Evitez de l'exposer à des températures extrêmes et aux intempéries :
- Dans le froid, portez la pompe près du corps afin d'éviter le gel.
- Protégez le cathéter du froid et de la lumière du soleil.
- Pour les activités aquatiques, suivez les recommandations du fabricant pour vous déconnecter de la pompe si elle n'est pas étanche.

4) Risques d’être diabétique :

a- Hérédité du diabète

Diabète de type 1 :
Si un des deux parents est diabétique de type 1, la probabilité pour les enfants d’avoir le diabète de type 1 est de 5 à 6 %.
Si les deux parnets sont diabétiques de type 1, la probabilité pour les enfants d’être diabétiques de type 1 est de 30 %.
Si l’un des deux parents a un diabète de type 1, la probabilité que les enfants aient un diabète de type 2, à l’âge adulte, est de 20 à 30 %, s’il y a excès de poids et sédentarité.
Pour comparer, la probabilité d’avoir un diabète de type 1, dans toute la population, est de 0,4 %.

Diabète de type 2 :
Si un des deux parents est atteint d’un diabète de type 2, la probabilité pour ses enfants d’avoir un diabète de type 2 est de 10 à 30 % ;
Si les deux parents sont diabétiques de type 2, la probabilité pour leurs enfants de l’être aussi est de 30 à 60 %.
Pour comparer, la probabilité d’avoir un diabète de type 2, dans toute la population, est de 2 à 4 %.

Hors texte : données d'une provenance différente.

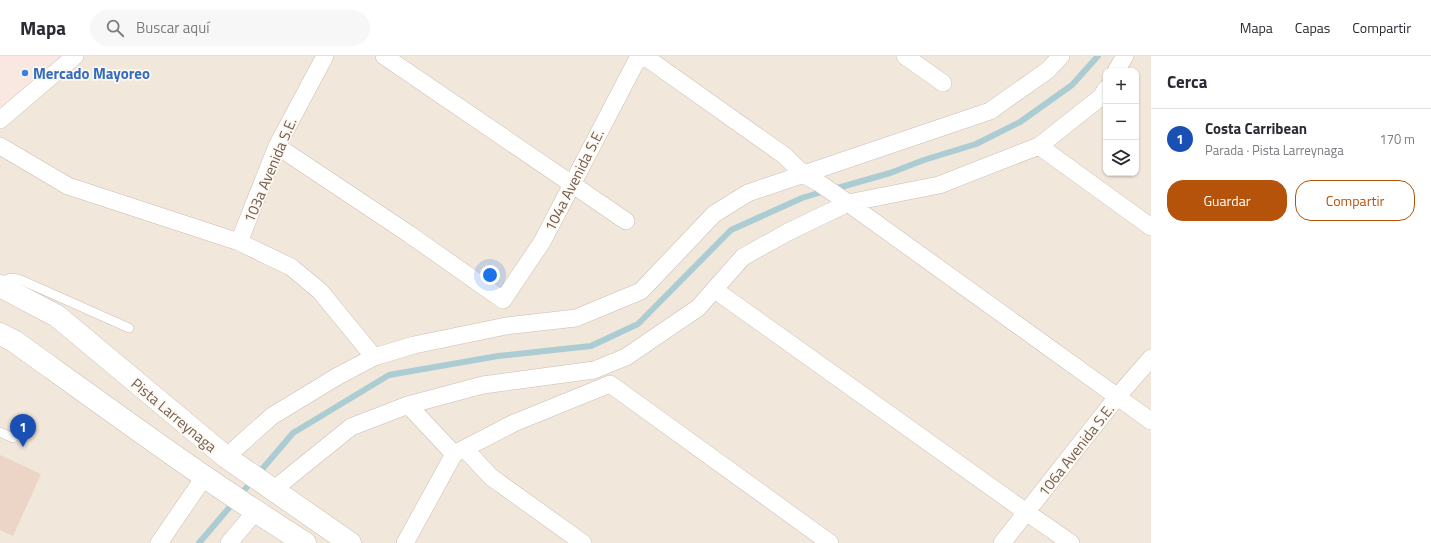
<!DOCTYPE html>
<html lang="es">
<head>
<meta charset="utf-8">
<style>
	:root { --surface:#fff; --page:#f7f7f7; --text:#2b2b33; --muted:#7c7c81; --line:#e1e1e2; --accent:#b45309 }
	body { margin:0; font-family:"Titillium Web",sans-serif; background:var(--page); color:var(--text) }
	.controls { position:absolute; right:12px; top:12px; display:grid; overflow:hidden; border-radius:8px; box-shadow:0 1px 3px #0004 }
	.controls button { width:36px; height:36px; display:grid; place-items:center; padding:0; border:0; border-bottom:1px solid var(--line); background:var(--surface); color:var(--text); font:20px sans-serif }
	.you { position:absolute; left:490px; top:219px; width:14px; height:14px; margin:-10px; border:3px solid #fff; border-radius:50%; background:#1a73e8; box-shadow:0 0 0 6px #1a73e833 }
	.badge { display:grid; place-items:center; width:26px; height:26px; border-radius:50%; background:var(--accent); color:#fff; font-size:13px; font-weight:700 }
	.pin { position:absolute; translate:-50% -33px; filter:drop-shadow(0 1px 2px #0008) }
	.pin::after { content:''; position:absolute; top:21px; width:14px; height:12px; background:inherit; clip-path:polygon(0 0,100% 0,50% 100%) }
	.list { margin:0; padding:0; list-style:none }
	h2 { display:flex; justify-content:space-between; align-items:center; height:52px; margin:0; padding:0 16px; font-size:17px }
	h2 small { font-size:13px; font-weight:400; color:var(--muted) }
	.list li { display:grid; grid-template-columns:26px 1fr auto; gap:12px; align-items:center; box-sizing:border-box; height:60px; padding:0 16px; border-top:1px solid var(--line) }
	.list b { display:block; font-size:15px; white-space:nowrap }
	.list p { margin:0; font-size:13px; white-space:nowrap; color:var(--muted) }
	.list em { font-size:13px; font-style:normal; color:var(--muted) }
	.actions { display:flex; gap:8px; padding:12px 16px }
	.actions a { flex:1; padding:9px 0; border:1px solid var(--accent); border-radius:16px; text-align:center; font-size:14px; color:var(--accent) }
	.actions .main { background:var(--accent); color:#fff }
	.icon { flex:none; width:22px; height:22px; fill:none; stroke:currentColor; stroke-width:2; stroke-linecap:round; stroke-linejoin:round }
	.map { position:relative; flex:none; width:1151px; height:487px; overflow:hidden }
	header { display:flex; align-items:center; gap:24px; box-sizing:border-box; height:56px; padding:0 20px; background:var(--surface); border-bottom:1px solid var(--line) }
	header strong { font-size:19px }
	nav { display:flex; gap:22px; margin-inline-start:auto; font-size:14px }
	.search { width:280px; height:36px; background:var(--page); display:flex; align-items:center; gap:10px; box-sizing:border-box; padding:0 14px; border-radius:22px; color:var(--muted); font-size:15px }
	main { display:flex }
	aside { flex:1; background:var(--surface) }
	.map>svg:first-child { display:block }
</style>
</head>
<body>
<header>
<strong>Mapa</strong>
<div class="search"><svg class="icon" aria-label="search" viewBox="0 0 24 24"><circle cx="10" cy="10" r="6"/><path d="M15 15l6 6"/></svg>Buscar aquí</div>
<nav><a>Mapa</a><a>Capas</a><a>Compartir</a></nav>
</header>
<main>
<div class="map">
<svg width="1151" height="487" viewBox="0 0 1151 487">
	<rect width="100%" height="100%" fill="#faf5ec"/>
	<path fill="#f1e7db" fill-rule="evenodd" d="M0,0H1151V487H0ZM1106,15H1136V117H1106Z"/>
	<path fill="#f9e8e1" d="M0,0H66L32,33L0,52Z"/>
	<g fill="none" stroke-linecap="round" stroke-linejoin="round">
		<path stroke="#aaccd2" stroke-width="6" d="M834,133L890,117L924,104L976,88L1020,66L1072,29L1098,0
			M199,487L293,377L389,319L498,300L591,290L638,268L731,174L802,142L825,135"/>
	</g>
	<path fill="#ecd5c7" d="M0,399L41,418L13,480L0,474Z"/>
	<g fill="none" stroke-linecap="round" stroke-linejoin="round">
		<defs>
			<path id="service" d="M1,229C6,221 12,221 21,224L129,272
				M0,376L13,382"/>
			<path id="minor" d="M384,0L626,165
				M644,0L785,100L803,118L819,127L848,147L1151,365
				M905,0L943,27
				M1116,15L1125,0
				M0,64L75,0
				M0,90L68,130L239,186L291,211L320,235L374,301
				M277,90L409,178L503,244L542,186L639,0
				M1039,90L1151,171
				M239,186L277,90L325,0
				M715,234L1026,456L1071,487
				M408,349L454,398
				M465,393L491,421L583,487
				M226,401L272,360L338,320L374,301L414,289L506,270L576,262L641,235L714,158L748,137L990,55L1048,14L1061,0
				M273,434L351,371L408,349L483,329L594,314L626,301L698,252L743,201L788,176L848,147L939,129L1039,90L1101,41L1106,33
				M159,487L205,420
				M229,487L255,456
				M405,487L454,398L514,367L610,328L830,487
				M1002,487L1117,341L1151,302"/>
			<path id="secondary" d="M0,230L57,260L226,401L350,487
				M0,278L14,285C110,354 205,424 305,487"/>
		</defs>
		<use href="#service" stroke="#ccbdb2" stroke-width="10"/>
		<use href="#minor" stroke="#ccbdb2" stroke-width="18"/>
		<use href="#secondary" stroke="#cebdb0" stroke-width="23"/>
		<use href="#service" stroke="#fff" stroke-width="9"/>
		<use href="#minor" stroke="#fff" stroke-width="17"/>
		<use href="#secondary" stroke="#fff" stroke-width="22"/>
	</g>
	<circle fill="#3f7fe0" stroke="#fdf9f2" stroke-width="1.5" cx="25" cy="17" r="4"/>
	<g text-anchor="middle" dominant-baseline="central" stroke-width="3.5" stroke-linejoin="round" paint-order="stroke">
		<g font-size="15" font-weight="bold" fill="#366cbe" stroke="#fdf9f2" text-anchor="start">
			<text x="33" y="17">Mercado Mayoreo</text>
		</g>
		<g font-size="15" fill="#735d51" stroke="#fdf9f2">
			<text transform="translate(270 114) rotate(-67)">103a Avenida S.E.</text>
			<text transform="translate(574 124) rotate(-63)">104a Avenida S.E.</text>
			<text transform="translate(174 359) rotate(40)">Pista Larreynaga</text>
			<text transform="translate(1076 394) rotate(-52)">106a Avenida S.E.</text>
		</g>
	</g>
</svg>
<div class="controls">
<button>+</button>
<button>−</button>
<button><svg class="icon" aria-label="layers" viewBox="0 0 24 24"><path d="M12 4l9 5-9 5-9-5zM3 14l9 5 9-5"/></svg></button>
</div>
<div class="you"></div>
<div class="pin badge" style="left:23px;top:391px;background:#1a4fb4">1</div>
</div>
<aside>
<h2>Cerca<small></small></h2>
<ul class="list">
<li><span class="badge" style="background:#1a4fb4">1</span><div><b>Costa Carribean</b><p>Parada · Pista Larreynaga</p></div><em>170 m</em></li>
</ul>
<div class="actions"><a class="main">Guardar</a><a>Compartir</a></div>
</aside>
</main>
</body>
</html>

Quand la probabilité est grande, le plus simple est de procéder à un test sanguin pour être sûr, surtout quand l’enfant commence à faie du sport. Ou sinon, au moins être attentif aux symptômes.

Tableau récapitulatif :

Un des deux parents diabétique de type 1
Les deux parents sont diabétiques de type 1
Un des deux parents est diabétique de type 2
Les deux parents sont diabétiques de type 2
Population générale
Probabilité pour les enfants d’avoir un diabète de type 1
5 à 6 %
30 %
0,4 %
Probabilité pour les enfants d’avoir un diabète de type 2
20 à 30 %, si excès de poids et sédentarité
10 à 30 %
30 à 60 %
2 à 4 %

b- Personnes qui risquent d’avoir un diabète de type 2 :

- Ceux qui ont des personnes diabétiques dans leur famille proche
- Les femmes ayant accouché de gros bébés à la naissance (plus de 4kg)
- Les femmes ayant développé un diabète gestationnel
- Les personnes présentant un surpoids abdominal
- Les personnes dont la glycémie a parfois augmenté après avoir pris certains médicaments
Source : www.mondiabete.net

5) Lune de miel :

Dans le cas d’un diabète de type 1, il y a parfois, au début du traitement, un « miracle ». Les besoins d’insuline sont moins importants et parfois même, les doses d’insuline peuvent être réduites à zéro pour un temps. Pour un temps seulement, car ce n’est pas une vraie guérison. Dans un diabète de type 1, le système immunitaire du malade détruit les cellules du pancréas (cellules ß) qui fabriquent l’insuline. Mais il arrive qu’elles ne soient pas encore toutes détruites, et qu’une partie ne soit qu’arrêtée à cause de la glycémie qui est trop importante. Dans ce cas, le traitement fait diminuer la glycémie et les cellules ? qui ne sont pas détruites se remettent à fonctionner. Cela n’est pas une vraie guérison : les cellules finiront par être détruites quand même. Ce n’est qu’une fausse joie.